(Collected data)
=== Section Start ===
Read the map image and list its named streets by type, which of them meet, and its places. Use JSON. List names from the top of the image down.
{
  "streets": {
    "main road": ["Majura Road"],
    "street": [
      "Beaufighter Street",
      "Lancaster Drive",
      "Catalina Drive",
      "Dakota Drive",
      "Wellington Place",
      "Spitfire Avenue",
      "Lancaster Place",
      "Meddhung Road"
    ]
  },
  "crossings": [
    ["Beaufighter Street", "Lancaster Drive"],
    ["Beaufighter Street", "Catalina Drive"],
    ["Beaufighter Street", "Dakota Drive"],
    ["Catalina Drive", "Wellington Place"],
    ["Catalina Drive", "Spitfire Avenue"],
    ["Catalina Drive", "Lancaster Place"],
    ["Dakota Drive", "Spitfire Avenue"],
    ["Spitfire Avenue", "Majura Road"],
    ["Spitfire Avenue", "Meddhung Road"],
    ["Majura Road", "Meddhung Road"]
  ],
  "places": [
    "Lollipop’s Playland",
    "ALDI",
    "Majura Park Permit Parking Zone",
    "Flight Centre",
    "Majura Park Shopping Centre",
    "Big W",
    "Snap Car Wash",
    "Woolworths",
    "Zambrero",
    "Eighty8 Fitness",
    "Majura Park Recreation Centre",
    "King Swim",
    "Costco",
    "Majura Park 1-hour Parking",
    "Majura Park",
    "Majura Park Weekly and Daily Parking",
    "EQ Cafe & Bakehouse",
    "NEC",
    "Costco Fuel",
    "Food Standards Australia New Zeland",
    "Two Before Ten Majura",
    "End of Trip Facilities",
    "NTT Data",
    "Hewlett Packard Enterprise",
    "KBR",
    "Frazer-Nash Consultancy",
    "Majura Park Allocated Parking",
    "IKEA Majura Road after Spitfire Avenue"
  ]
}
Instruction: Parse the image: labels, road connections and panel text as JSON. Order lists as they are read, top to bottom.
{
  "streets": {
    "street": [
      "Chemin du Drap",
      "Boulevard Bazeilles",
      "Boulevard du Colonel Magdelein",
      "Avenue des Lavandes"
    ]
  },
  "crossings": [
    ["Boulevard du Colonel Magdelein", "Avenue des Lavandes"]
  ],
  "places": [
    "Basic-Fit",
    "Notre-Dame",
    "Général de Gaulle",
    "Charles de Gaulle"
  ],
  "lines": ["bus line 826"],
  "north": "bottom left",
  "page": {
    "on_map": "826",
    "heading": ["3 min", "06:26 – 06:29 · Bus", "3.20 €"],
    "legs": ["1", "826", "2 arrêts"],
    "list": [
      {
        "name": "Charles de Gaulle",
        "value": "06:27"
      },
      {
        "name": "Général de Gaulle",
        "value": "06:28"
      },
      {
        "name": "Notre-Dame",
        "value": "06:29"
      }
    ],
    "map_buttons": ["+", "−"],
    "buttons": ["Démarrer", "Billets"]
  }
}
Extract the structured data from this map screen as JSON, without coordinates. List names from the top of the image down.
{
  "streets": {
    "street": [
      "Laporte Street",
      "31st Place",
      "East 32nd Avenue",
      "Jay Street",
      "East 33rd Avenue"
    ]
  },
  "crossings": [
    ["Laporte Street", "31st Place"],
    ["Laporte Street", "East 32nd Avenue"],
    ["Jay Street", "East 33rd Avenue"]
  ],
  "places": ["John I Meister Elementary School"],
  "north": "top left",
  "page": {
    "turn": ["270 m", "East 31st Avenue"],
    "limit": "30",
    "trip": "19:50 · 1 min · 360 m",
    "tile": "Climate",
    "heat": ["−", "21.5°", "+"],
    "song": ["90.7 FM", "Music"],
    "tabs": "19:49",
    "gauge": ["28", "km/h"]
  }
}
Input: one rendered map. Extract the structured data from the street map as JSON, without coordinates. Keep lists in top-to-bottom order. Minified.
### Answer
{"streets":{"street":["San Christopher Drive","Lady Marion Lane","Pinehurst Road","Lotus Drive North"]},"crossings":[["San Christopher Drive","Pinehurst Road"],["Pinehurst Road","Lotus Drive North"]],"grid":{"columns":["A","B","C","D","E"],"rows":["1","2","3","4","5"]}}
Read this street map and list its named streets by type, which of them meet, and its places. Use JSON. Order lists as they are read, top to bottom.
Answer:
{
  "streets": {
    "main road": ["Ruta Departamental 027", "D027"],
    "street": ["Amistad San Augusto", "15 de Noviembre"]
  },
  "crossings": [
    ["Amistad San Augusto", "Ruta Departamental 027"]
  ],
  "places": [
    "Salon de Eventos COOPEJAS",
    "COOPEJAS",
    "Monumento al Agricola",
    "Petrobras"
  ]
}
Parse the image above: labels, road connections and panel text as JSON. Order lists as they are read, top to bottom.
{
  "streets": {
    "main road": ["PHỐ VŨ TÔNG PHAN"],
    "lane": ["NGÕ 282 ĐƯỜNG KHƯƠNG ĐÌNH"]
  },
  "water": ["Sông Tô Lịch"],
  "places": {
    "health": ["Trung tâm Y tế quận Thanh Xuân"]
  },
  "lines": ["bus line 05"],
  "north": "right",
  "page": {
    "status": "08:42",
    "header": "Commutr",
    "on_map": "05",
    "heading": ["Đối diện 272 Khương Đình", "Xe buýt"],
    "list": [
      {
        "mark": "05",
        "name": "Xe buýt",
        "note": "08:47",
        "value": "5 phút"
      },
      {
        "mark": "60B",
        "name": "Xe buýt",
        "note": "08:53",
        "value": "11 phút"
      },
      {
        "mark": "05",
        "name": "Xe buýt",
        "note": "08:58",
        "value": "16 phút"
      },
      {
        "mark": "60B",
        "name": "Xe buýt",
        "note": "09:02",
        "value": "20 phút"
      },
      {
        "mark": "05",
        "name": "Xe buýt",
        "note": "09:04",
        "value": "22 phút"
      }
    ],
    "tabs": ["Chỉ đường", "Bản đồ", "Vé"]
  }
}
=== Section End ===
__ACTIVITY__
Every entry above must be reproduced word for word.

__ANSWER SECTION__
Read the map image and list its named streets by type, which of them meet, and its places. Use JSON. List names from the top of the image down.
{
  "streets": {
    "main road": ["Majura Road"],
    "street": [
      "Beaufighter Street",
      "Lancaster Drive",
      "Catalina Drive",
      "Dakota Drive",
      "Wellington Place",
      "Spitfire Avenue",
      "Lancaster Place",
      "Meddhung Road"
    ]
  },
  "crossings": [
    ["Beaufighter Street", "Lancaster Drive"],
    ["Beaufighter Street", "Catalina Drive"],
    ["Beaufighter Street", "Dakota Drive"],
    ["Catalina Drive", "Wellington Place"],
    ["Catalina Drive", "Spitfire Avenue"],
    ["Catalina Drive", "Lancaster Place"],
    ["Dakota Drive", "Spitfire Avenue"],
    ["Spitfire Avenue", "Majura Road"],
    ["Spitfire Avenue", "Meddhung Road"],
    ["Majura Road", "Meddhung Road"]
  ],
  "places": [
    "Lollipop’s Playland",
    "ALDI",
    "Majura Park Permit Parking Zone",
    "Flight Centre",
    "Majura Park Shopping Centre",
    "Big W",
    "Snap Car Wash",
    "Woolworths",
    "Zambrero",
    "Eighty8 Fitness",
    "Majura Park Recreation Centre",
    "King Swim",
    "Costco",
    "Majura Park 1-hour Parking",
    "Majura Park",
    "Majura Park Weekly and Daily Parking",
    "EQ Cafe & Bakehouse",
    "NEC",
    "Costco Fuel",
    "Food Standards Australia New Zeland",
    "Two Before Ten Majura",
    "End of Trip Facilities",
    "NTT Data",
    "Hewlett Packard Enterprise",
    "KBR",
    "Frazer-Nash Consultancy",
    "Majura Park Allocated Parking",
    "IKEA Majura Road after Spitfire Avenue"
  ]
}
Instruction: Parse the image: labels, road connections and panel text as JSON. Order lists as they are read, top to bottom.
{
  "streets": {
    "street": [
      "Chemin du Drap",
      "Boulevard Bazeilles",
      "Boulevard du Colonel Magdelein",
      "Avenue des Lavandes"
    ]
  },
  "crossings": [
    ["Boulevard du Colonel Magdelein", "Avenue des Lavandes"]
  ],
  "places": [
    "Basic-Fit",
    "Notre-Dame",
    "Général de Gaulle",
    "Charles de Gaulle"
  ],
  "lines": ["bus line 826"],
  "north": "bottom left",
  "page": {
    "on_map": "826",
    "heading": ["3 min", "06:26 – 06:29 · Bus", "3.20 €"],
    "legs": ["1", "826", "2 arrêts"],
    "list": [
      {
        "name": "Charles de Gaulle",
        "value": "06:27"
      },
      {
        "name": "Général de Gaulle",
        "value": "06:28"
      },
      {
        "name": "Notre-Dame",
        "value": "06:29"
      }
    ],
    "map_buttons": ["+", "−"],
    "buttons": ["Démarrer", "Billets"]
  }
}
Extract the structured data from this map screen as JSON, without coordinates. List names from the top of the image down.
{
  "streets": {
    "street": [
      "Laporte Street",
      "31st Place",
      "East 32nd Avenue",
      "Jay Street",
      "East 33rd Avenue"
    ]
  },
  "crossings": [
    ["Laporte Street", "31st Place"],
    ["Laporte Street", "East 32nd Avenue"],
    ["Jay Street", "East 33rd Avenue"]
  ],
  "places": ["John I Meister Elementary School"],
  "north": "top left",
  "page": {
    "turn": ["270 m", "East 31st Avenue"],
    "limit": "30",
    "trip": "19:50 · 1 min · 360 m",
    "tile": "Climate",
    "heat": ["−", "21.5°", "+"],
    "song": ["90.7 FM", "Music"],
    "tabs": "19:49",
    "gauge": ["28", "km/h"]
  }
}
Input: one rendered map. Extract the structured data from the street map as JSON, without coordinates. Keep lists in top-to-bottom order. Minified.
### Answer
{"streets":{"street":["San Christopher Drive","Lady Marion Lane","Pinehurst Road","Lotus Drive North"]},"crossings":[["San Christopher Drive","Pinehurst Road"],["Pinehurst Road","Lotus Drive North"]],"grid":{"columns":["A","B","C","D","E"],"rows":["1","2","3","4","5"]}}
Read this street map and list its named streets by type, which of them meet, and its places. Use JSON. Order lists as they are read, top to bottom.
Answer:
{
  "streets": {
    "main road": ["Ruta Departamental 027", "D027"],
    "street": ["Amistad San Augusto", "15 de Noviembre"]
  },
  "crossings": [
    ["Amistad San Augusto", "Ruta Departamental 027"]
  ],
  "places": [
    "Salon de Eventos COOPEJAS",
    "COOPEJAS",
    "Monumento al Agricola",
    "Petrobras"
  ]
}
Parse the image above: labels, road connections and panel text as JSON. Order lists as they are read, top to bottom.
{
  "streets": {
    "main road": ["PHỐ VŨ TÔNG PHAN"],
    "lane": ["NGÕ 282 ĐƯỜNG KHƯƠNG ĐÌNH"]
  },
  "water": ["Sông Tô Lịch"],
  "places": {
    "health": ["Trung tâm Y tế quận Thanh Xuân"]
  },
  "lines": ["bus line 05"],
  "north": "right",
  "page": {
    "status": "08:42",
    "header": "Commutr",
    "on_map": "05",
    "heading": ["Đối diện 272 Khương Đình", "Xe buýt"],
    "list": [
      {
        "mark": "05",
        "name": "Xe buýt",
        "note": "08:47",
        "value": "5 phút"
      },
      {
        "mark": "60B",
        "name": "Xe buýt",
        "note": "08:53",
        "value": "11 phút"
      },
      {
        "mark": "05",
        "name": "Xe buýt",
        "note": "08:58",
        "value": "16 phút"
      },
      {
        "mark": "60B",
        "name": "Xe buýt",
        "note": "09:02",
        "value": "20 phút"
      },
      {
        "mark": "05",
        "name": "Xe buýt",
        "note": "09:04",
        "value": "22 phút"
      }
    ],
    "tabs": ["Chỉ đường", "Bản đồ", "Vé"]
  }
}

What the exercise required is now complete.